[Collected data]

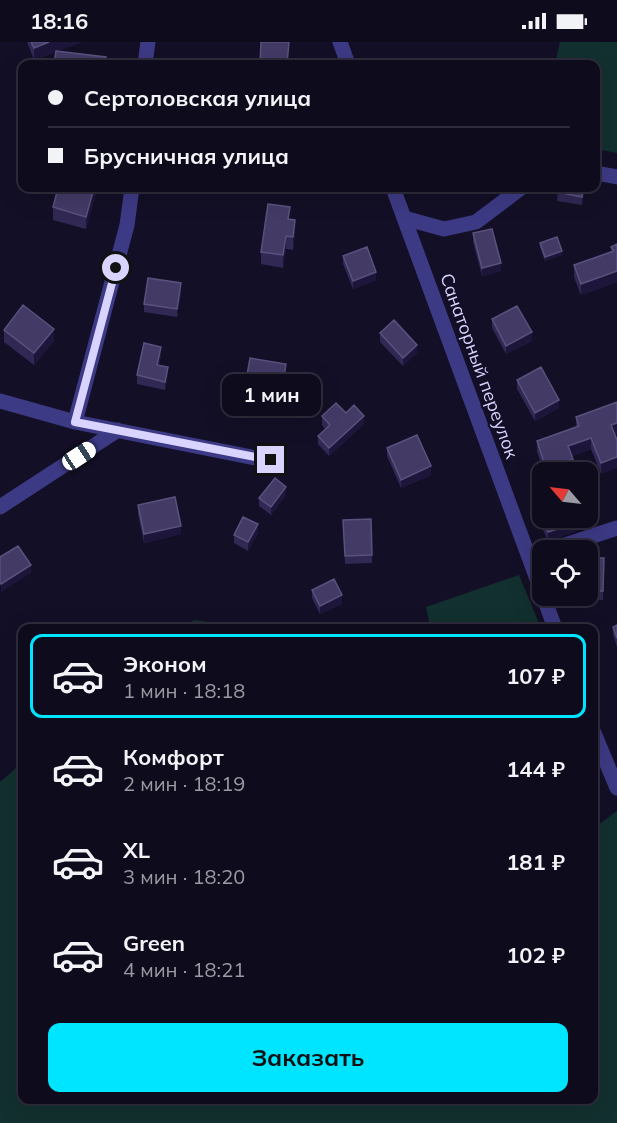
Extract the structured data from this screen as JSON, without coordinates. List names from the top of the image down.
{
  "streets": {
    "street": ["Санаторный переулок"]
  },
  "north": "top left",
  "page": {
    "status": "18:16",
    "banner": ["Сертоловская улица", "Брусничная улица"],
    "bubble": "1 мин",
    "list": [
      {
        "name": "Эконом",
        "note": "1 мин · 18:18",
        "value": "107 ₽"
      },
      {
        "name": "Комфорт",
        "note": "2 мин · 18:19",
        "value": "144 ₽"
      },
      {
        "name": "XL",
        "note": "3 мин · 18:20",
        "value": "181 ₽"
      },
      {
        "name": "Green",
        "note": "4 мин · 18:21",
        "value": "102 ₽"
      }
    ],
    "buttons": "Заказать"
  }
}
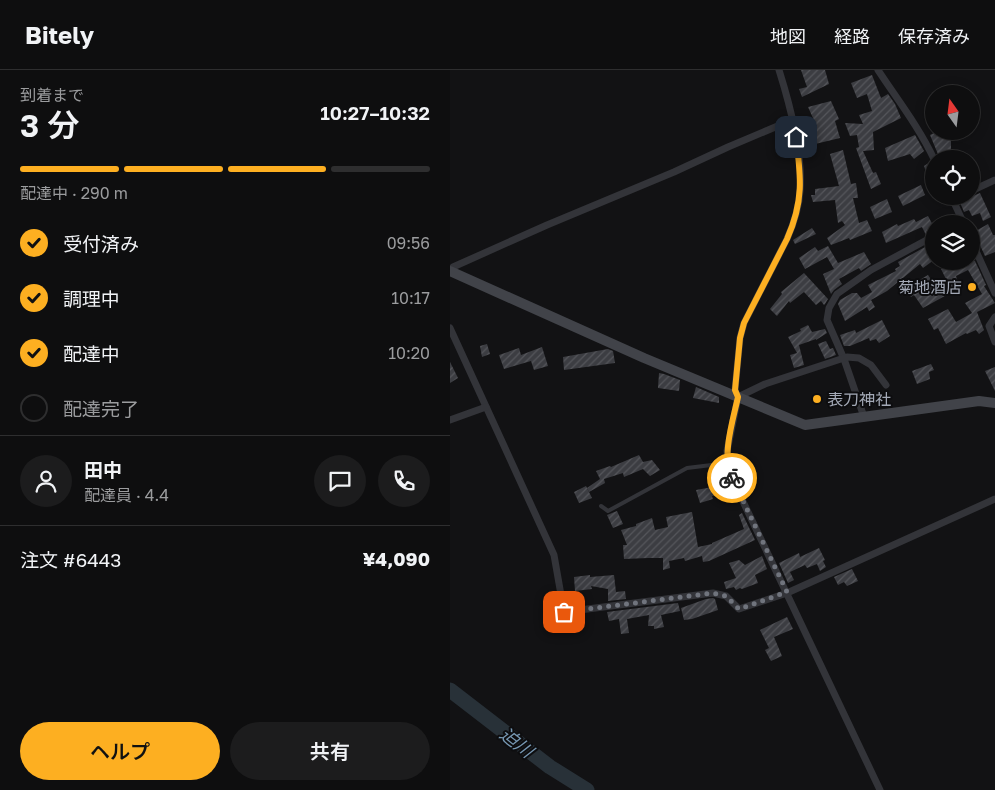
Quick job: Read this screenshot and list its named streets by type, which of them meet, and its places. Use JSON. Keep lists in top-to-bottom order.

DIRECTIONS FOR THIS TASK: The reply should contain all of the data above, word for word, with no pictures.

SOLUTION FOR THIS PROBLEM:
Extract the structured data from this screen as JSON, without coordinates. List names from the top of the image down.
{
  "streets": {
    "street": ["Санаторный переулок"]
  },
  "north": "top left",
  "page": {
    "status": "18:16",
    "banner": ["Сертоловская улица", "Брусничная улица"],
    "bubble": "1 мин",
    "list": [
      {
        "name": "Эконом",
        "note": "1 мин · 18:18",
        "value": "107 ₽"
      },
      {
        "name": "Комфорт",
        "note": "2 мин · 18:19",
        "value": "144 ₽"
      },
      {
        "name": "XL",
        "note": "3 мин · 18:20",
        "value": "181 ₽"
      },
      {
        "name": "Green",
        "note": "4 мин · 18:21",
        "value": "102 ₽"
      }
    ],
    "buttons": "Заказать"
  }
}
Quick job: Read this screenshot and list its named streets by type, which of them meet, and its places. Use JSON. Keep lists in top-to-bottom order.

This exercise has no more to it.